(Bloomberg) — Brazil’s Pantanal wetlands, a fragile cradle of endangered species, burned at the fastest rate for the month of October since record keeping started in 1998, further damaging the country’s environmental credentials.
At least 2,846 fire spots have been registered this month in the biome, surpassing a previous 2002 record, according to data from Brazil’s Spacial Research Institute, known as INPE. So far this year, an area larger than the size of Belgium has been lost to the flames.
The Pantanal is home to around 1,200 species of animals, about 40 of which are threatened with extinction. Photos of burnt animals found among the ashes, including rescued Brazilian jaguars with bandaged paws, have shocked the world and raised questions about Brazil’s environmental policies.
With the Amazon rainforest also burning at a record pace this year, foreign investors have started to demand more action from President Jair Bolsonaro’s administration to protect the environment.
Although a wetland, the Pantanal is facing its worst drought in 47 years, which has contributed to the spread of the flames. Brazil’s government has pointed to the drought as the “major cause” of the fires, but environmental organizations say the blazes have been caused primarily by humans. The environment ministry did not respond to a request for comment.

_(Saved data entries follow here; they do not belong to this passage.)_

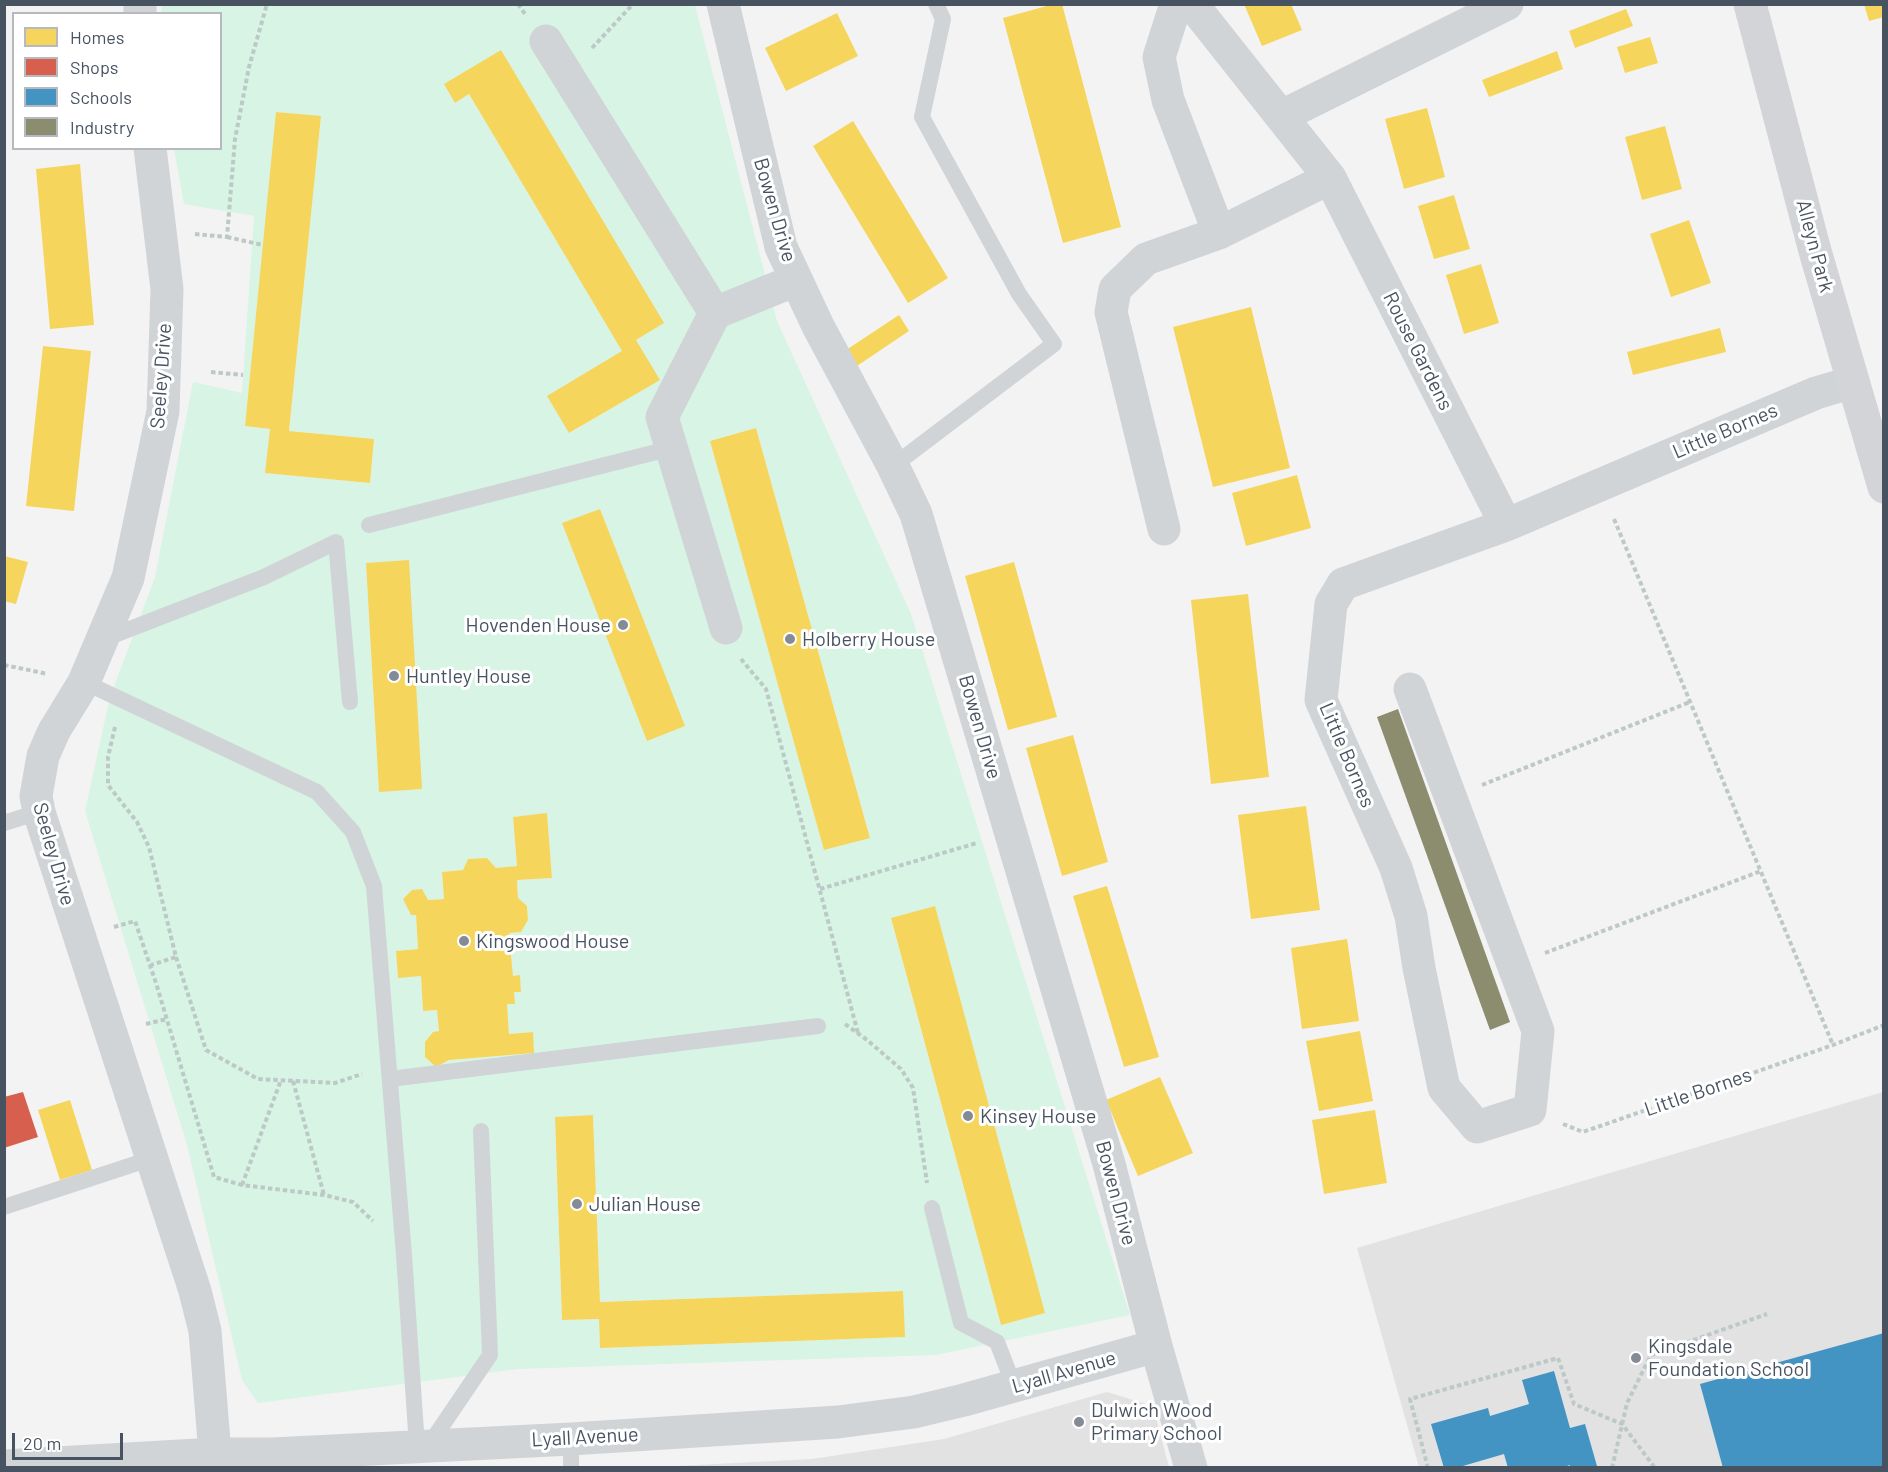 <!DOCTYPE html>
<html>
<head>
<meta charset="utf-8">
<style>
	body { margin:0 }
	#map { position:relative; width:1888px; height:1472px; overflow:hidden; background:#f4f3f3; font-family:Barlow,sans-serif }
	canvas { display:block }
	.frame { position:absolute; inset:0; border:6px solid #485362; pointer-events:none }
	.legend { position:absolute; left:12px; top:12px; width:210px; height:138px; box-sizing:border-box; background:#fff; border:2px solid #b6bac0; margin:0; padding:8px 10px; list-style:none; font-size:18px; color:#485362 }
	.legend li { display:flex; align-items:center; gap:12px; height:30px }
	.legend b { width:30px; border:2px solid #b6bac0 }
	.scale { position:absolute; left:12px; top:1433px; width:111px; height:27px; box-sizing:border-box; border:3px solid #485362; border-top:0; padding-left:8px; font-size:18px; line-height:21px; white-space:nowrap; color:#485362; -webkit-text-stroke:4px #fff; paint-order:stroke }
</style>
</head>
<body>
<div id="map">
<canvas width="1888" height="1472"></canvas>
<div class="frame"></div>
<ul class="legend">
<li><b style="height:16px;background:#f6d55c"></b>Homes</li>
<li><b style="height:16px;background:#d6604d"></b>Shops</li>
<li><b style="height:16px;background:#4393c3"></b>Schools</li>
<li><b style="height:16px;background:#8c8c6e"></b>Industry</li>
</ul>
<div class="scale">20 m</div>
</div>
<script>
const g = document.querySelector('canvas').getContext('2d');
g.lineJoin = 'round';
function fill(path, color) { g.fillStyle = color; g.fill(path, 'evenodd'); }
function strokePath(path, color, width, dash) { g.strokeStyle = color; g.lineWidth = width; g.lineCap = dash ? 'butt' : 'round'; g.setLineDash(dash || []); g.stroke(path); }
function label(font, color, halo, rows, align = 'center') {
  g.font = font + ' Barlow,sans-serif'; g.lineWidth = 6; g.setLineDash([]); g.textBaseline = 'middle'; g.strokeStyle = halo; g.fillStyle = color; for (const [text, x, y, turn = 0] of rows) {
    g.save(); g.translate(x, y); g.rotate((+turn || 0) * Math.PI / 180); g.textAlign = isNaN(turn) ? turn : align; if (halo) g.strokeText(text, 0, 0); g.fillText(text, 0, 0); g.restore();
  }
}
const education = new Path2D(`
	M1883 1092V1467H1419L1357 1248Z
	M1107 1392 1153 1406 1169 1467H655L812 1459 944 1439Z`);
const green = new Path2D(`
	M162 5H695L777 321 911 614 1130 1315 935 1355 518 1369 258 1403 242 1380 187 1145 85 811 110 697 155 577 193 382 242 393 254 216 184 204 174 149 220 148V14L161 13ZM501 50 663 323 636 340 659 380 570 433 622 351 469 94 455 103 445 84ZM277 112 321 117 289 431 374 439 370 483 266 473 270 429 245 426ZM756 428 870 837 825 850 710 441ZM600 509 684 726 647 740 563 524ZM366 563 422 789H421L379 791ZM547 814 552 878 517 880 518 898 527 906 528 920 521 932 509 933 513 976H520L521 991 514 992V1004H507L509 1034 532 1032 534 1053 449 1060 436 1067 425 1057V1042L433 1032 439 1031 437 1010 423 1011 421 976 398 977 396 951 418 949 416 915H411L403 899 412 890H421L428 900 444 899 442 872 463 870 468 859 487 858 496 868 517 866 513 817ZM935 907 1044 1312 1001 1325 891 919ZM593 1115 600 1302 903 1291 904 1337 600 1348 599 1319 562 1320 555 1117Z`);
const homes = new Path2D(`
	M1054 4H1062L1121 227 1063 243 1003 18Z
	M1244 4H1291L1302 30 1262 46Z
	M1864 4H1884V17L1869 21Z
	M1626 9 1633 26 1575 48 1569 31Z
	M837 13 858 56 786 91 765 48Z
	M1650 37 1658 63 1625 73 1617 47Z
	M501 50 664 323 636 340 660 380 569 433 547 396 622 351 469 94 455 103 444 84Z
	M1557 51 1563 69 1489 97 1482 80Z
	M1427 108 1445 177 1404 189 1385 119Z
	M276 112 321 116 289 431 374 439 370 483 265 473 270 429 245 426Z
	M853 121 948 278 908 303 813 146Z
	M1665 126 1682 189 1642 200 1625 137Z
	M80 164 94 325 50 329 36 169Z
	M1454 195 1470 249 1434 259 1418 206Z
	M1689 220 1711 283 1671 297 1650 234Z
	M1481 264 1499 323 1464 334 1446 275Z
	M1251 307 1290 468 1213 487 1173 327Z
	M899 315 909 331 848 372 837 356Z
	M1720 328 1726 352 1633 375 1627 352Z
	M43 346 91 351 74 511 26 506Z
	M756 428 870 838 824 850 710 441Z
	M1297 475 1311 528 1246 546 1232 493Z
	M600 509 685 726 647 741 562 523Z
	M4 556 28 562 16 604 4 601Z
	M409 560 422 789 379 792 366 563Z
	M1014 562 1057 717 1008 730 965 576Z
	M1248 594 1269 777 1211 784 1191 600Z
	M1073 735 1108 862 1062 876 1026 748Z
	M1306 806 1320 910 1251 919 1238 815Z
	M547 813 552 878 517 880 518 898 527 906 528 920 521 932 509 933 513 976 520 975 521 992H514L515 1004H507L509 1034 533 1032 534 1053 449 1060 436 1067 425 1057V1042L433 1032 439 1031 437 1010 423 1011 421 976 398 978 396 951 418 949 416 915H411L403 899 412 890 422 889 428 900 444 899 442 872 463 870 468 859 487 858 496 868 517 866 513 817Z
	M1107 886 1159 1057 1124 1067 1073 896Z
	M935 906 1045 1313 1001 1325 891 918Z
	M1347 939 1359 1021 1302 1029 1291 948Z
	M1360 1031 1373 1101 1319 1111 1306 1041Z
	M1160 1077 1193 1153 1138 1176 1106 1100Z
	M70 1100 92 1170 60 1180 38 1110Z
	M1375 1110 1387 1183 1324 1194 1312 1120Z
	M593 1115 600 1302 903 1291 905 1337 600 1348 599 1319 562 1320 555 1117Z`);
const shops = new Path2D(`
	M23 1092 38 1137 4 1148V1097Z`);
const schools = new Path2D(`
	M1884 1333V1468H1723L1700 1384Z
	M1554 1371 1570 1428 1585 1424 1597 1466 1590 1468H1570V1465L1561 1468H1508L1504 1454 1456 1468H1444L1431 1424 1488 1408 1490 1416 1529 1404 1522 1380Z`);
const industry = new Path2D(`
	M1398 709 1510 1022 1490 1030 1377 717Z`);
const path = new Path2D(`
	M518 4 525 14
	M592 48 633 4
	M195 234 227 237 235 139 249 67 267 4
	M227 237 263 245
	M211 372 243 375
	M1614 519 1833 1045
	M741 659 766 689 858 1033
	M4 665 48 674
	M115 727 108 757V785L137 822 149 847 176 957 151 965
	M1482 785 1690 702
	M820 889 977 843
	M114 927 135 921 156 983 214 1177 242 1185 324 1195 353 1202 373 1221
	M1545 953 1761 871
	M176 957 206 1050 258 1079 335 1083 362 1074
	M146 1024 167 1019
	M845 1024 867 1040 901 1069 913 1088 927 1183
	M293 1081 324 1195
	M1563 1124 1583 1132 1833 1045 1884 1025
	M242 1185 281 1080
	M1428 1468 1410 1399 1558 1358 1574 1404 1622 1424 1655 1468
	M1612 1468 1627 1403 1651 1355 1767 1314`);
const lane = new Path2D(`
	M893 466 1054 344 1019 294 922 117 943 19 936 4
	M369 525 672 448
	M104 639 264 577 336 542 350 702
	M84 682 317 792 353 832 374 886 404 1255 417 1446
	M4 823 39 812
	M390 1079 818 1026
	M4 1207 153 1158
	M932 1208 961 1323 997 1342 1014 1386
	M571 1439V1468
	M429 1445 490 1355 481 1131`);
const street = new Path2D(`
	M140 4V14
	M723 4 781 247 818 326 893 466 916 514 1109 1164 1156 1346 1191 1468
	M1176 4 1159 57 1168 100 1219 233
	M1192 4 1330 178 1506 525
	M546 41 715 313 796 280
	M1282 116 1507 4
	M150 148 167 289 163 411 128 578 84 682 54 731 43 756 36 796 39 812 195 1291 205 1331 215 1454
	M715 313 662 417 726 628
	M1164 529 1111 312 1115 289 1146 259 1219 233 1330 178
	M1410 689 1538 1031 1530 1110 1477 1127 1444 1088 1419 968 1411 916 1396 868 1321 700 1331 604 1343 584 1506 525 1816 393 1853 382
	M4 1466 215 1454H272L571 1439 838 1422 914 1412 964 1400 1156 1346`);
const secondary = new Path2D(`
	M1750 4 1815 251 1884 487`);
const markers = [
	[623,625,6,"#848b95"],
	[790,639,6,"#848b95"],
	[394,676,6,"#848b95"],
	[464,941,6,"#848b95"],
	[968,1116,6,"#848b95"],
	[577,1204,6,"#848b95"],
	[1636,1358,6,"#848b95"],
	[1079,1422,6,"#848b95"]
];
const streetNames = [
	["Bowen Drive",775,210,74],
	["Alleyn Park",1815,246,75],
	["Rouse Gardens",1418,351,63],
	["Seeley Drive",161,376,-86],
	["Little Bornes",1725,431,-23],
	["Bowen Drive",980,727,74],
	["Little Bornes",1347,755,67],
	["Seeley Drive",54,854,74],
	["Little Bornes",1698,1092,-19],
	["Bowen Drive",1116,1193,75],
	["Lyall Avenue",1064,1372,-16],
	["Lyall Avenue",585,1437,-3]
];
const poiNames = [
	["Hovenden House",611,625,"right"],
	["Holberry House",802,639],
	["Huntley House",406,676],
	["Kingswood House",476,941],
	["Kinsey House",980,1116],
	["Julian House",589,1204],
	["Kingsdale",1648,1346],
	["Foundation School",1648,1369],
	["Dulwich Wood",1091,1410],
	["Primary School",1091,1433]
];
fill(education, '#e2e2e3');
fill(green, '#d7f4e5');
fill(homes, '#f6d55c');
fill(shops, '#d6604d');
fill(schools, '#4393c3');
fill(industry, '#8c8c6e');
strokePath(path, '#bdc9c7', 4, [4.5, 3]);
strokePath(lane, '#d1d4d7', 16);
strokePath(street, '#d1d4d7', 33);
strokePath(secondary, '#d2d4d8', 33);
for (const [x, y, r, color] of markers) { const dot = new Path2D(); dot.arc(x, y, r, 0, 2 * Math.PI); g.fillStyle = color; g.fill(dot); strokePath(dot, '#fff', 2); }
label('20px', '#485362', '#fff', streetNames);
label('20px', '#485362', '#fff', poiNames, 'left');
</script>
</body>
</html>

Read more: Bolsonaro Slams Biden’s Plan to Stop Amazon Deforestation
INPE uses satellites to detect fire spots at least 30 meters long and 1 meter wide. One spot, however, can encompass a vast area. More than 3.5 million hectares — an area larger than Belgium — have already burned this year in the Pantanal, according to data from the state of Mato Grosso do Sul, where the majority of the biome is located.